Update drtprod script for drt-large and workload-large

Currently there are a lot of manual steps to be done or parameters to be added to operate on drt-large and workload-large. This ticket is to ensure that the steps are added to the drtprod script so that it reduces manual interventions.

drt-large

start - The parameters should be part of the script: ./scripts/drtprod start drt-large --binary ./cockroach --args=--log="file-defaults: {dir: 'logs', max-group-size: 1GiB}" --store-count=16 --restart=false
as a part of the start, the following cronjob should be added: ./scripts/drtprod run drt-large -- "sudo systemctl unmask cron.service ; sudo systemctl enable cron.service ; echo \"crontab -l ; echo '@reboot sleep 100 && ~/cockroach.sh' | crontab -\" > t.sh ; sh t.sh ; rm t.sh"
load-balancer: load balancer ./scripts/drtprod load-balancer create drt-large

Alter range replicas for running workload (should be a separate command):

ALTER RANGE timeseries CONFIGURE ZONE USING num_replicas=5;
ALTER RANGE timeseries CONFIGURE ZONE USING num_voters=5;
ALTER RANGE default CONFIGURE ZONE USING num_replicas=5;
ALTER RANGE default CONFIGURE ZONE USING num_voters=5;

All the steps to enable drt-large should be a single command - like setup. This should include - create, start and load balancer, alter range replicas.

workload

tpcc workload init - should be taking the cluster workload cluster name as input and should automatically use drt-<large/chaos> based on the workload name. The IP should be extracted based on drtprod pgurl drt-<large/chaos>:1. All parameters like warehouses, regions should be constants.

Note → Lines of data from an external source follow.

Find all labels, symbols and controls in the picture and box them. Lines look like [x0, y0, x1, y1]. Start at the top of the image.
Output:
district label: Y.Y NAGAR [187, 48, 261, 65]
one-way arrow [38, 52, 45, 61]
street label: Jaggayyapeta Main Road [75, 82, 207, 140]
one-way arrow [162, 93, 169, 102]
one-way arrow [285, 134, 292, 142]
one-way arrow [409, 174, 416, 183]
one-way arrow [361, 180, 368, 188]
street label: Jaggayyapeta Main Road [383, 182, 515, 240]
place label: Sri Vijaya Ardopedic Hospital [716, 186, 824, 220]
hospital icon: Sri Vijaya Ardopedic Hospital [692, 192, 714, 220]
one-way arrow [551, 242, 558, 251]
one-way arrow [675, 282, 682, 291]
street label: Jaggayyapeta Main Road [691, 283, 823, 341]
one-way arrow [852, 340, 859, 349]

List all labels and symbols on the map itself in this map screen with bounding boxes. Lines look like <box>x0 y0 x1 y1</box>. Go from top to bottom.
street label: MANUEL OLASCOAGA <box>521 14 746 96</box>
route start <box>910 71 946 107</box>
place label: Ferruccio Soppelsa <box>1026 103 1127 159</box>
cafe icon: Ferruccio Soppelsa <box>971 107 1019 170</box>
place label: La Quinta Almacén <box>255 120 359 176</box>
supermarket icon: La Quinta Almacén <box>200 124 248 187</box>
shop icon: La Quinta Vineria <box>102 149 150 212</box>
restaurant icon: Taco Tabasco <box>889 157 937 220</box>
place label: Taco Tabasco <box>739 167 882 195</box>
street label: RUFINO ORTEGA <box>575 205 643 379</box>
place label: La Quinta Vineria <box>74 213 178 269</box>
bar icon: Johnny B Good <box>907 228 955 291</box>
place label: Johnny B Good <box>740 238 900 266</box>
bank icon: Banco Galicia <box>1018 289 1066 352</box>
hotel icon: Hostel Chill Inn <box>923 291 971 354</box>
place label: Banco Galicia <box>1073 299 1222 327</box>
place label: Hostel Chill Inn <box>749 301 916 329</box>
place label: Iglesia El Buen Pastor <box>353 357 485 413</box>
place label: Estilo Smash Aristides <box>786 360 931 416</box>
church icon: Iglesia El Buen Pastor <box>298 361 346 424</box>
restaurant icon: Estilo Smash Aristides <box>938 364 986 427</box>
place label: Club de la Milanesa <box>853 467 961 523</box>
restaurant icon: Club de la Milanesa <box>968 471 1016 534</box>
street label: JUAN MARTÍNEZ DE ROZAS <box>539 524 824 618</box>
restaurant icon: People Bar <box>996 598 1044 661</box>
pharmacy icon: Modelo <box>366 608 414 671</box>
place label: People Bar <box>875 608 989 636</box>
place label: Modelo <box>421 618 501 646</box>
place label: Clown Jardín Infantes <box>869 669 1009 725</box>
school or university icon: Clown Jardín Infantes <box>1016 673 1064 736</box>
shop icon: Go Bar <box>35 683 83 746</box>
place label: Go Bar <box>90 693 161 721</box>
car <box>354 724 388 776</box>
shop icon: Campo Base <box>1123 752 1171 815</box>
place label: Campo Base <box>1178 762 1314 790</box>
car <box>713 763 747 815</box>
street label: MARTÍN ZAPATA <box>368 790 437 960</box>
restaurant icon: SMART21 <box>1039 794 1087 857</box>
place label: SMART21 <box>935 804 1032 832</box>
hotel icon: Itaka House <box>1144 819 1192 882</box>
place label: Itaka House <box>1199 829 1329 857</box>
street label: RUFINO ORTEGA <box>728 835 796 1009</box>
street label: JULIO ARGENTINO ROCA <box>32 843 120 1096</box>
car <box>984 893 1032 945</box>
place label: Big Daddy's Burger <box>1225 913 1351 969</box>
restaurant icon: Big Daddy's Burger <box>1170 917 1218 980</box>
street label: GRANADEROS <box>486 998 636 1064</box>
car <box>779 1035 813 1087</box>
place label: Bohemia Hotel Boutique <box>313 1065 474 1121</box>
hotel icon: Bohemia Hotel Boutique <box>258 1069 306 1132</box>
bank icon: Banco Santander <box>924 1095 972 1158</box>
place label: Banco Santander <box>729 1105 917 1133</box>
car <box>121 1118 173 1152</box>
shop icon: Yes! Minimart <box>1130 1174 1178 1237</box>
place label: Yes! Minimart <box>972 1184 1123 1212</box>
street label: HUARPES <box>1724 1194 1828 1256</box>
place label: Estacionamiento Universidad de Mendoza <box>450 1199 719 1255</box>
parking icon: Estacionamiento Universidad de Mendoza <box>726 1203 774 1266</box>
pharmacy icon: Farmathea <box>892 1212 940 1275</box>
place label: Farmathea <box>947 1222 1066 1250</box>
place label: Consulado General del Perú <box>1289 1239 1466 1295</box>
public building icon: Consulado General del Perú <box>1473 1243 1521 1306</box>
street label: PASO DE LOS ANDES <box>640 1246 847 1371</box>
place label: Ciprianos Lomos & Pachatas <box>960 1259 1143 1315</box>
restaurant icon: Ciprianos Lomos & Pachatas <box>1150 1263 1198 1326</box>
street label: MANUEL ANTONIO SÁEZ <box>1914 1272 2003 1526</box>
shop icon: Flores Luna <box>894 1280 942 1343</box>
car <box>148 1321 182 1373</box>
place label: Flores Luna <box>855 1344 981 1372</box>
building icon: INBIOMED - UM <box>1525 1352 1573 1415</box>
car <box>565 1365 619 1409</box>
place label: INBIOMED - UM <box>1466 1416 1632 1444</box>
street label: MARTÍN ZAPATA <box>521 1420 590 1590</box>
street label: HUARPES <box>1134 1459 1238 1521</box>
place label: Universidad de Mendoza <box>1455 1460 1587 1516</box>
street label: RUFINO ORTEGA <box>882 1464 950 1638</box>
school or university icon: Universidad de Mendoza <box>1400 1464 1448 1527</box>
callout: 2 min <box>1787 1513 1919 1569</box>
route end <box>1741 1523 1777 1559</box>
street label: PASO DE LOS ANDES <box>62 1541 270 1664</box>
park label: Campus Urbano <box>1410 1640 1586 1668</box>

nohup ./workload init tpcc \
    --data-loader=IMPORT \
    --partitions=3 \
    --warehouses=150000 \
    --survival-goal region \
    --regions=northamerica-northeast2,us-east5,us-central1 \
    'postgres://roachprod:cockroachdb@10.188.0.60:26257?sslcert=certs%2Fclient.roachprod.crt&sslkey=certs%2Fclient.roachprod.key&sslmode=verify-full&sslrootcert=certs%2Fca.crt' &

Disable validation constraint: drtprod sql drt-large:1 -- -e "SET CLUSTER SETTING bulkio.import.constraint_validation.unsafe.enabled=false" JIRA ticket - https://cockroachlabs.atlassian.net/browse/CRDB-40145

Run tpcc workload: Fix the attached script on tpcc run workload (esp. creating the workload run scripts in each node):


for NODE in $(seq 1 $NUM_REGIONS)
do
NODE_OFFSET=$(($(($(($NODE - 1))*$NODES_PER_REGION))+1)) 
LAST_NODE_IN_REGION=$(($NODE_OFFSET+$NODES_PER_REGION-1))

# Since we're running a number of workers much smaller than the number of
# warehouses, we have to do some strange math here. Workers are assigned to
# warehouses in order (i.e. worker 1 will target warehouse 1). The
# complication is that when we're partitioning the workload such that workers in
# region 1 should only target warehouses in region 1, the workload binary will
# not assign a worker if the warehouse is not in the specified region. As a
# result, we must pass in a number of workers that is large enough to allow
#  us to reach the specified region, and then add the actual number of workers
#  we want to run.
EFFECTIVE_NUM_WORKERS=$(($(($TPCC_WAREHOUSES/$NUM_REGIONS))*$(($NODE-1))+$NUM_WORKERS))

PGURLS_REGION=$(./bin/roachprod pgurl --secure $CLUSTER:$NODE_OFFSET-$LAST_NODE_IN_REGION --external)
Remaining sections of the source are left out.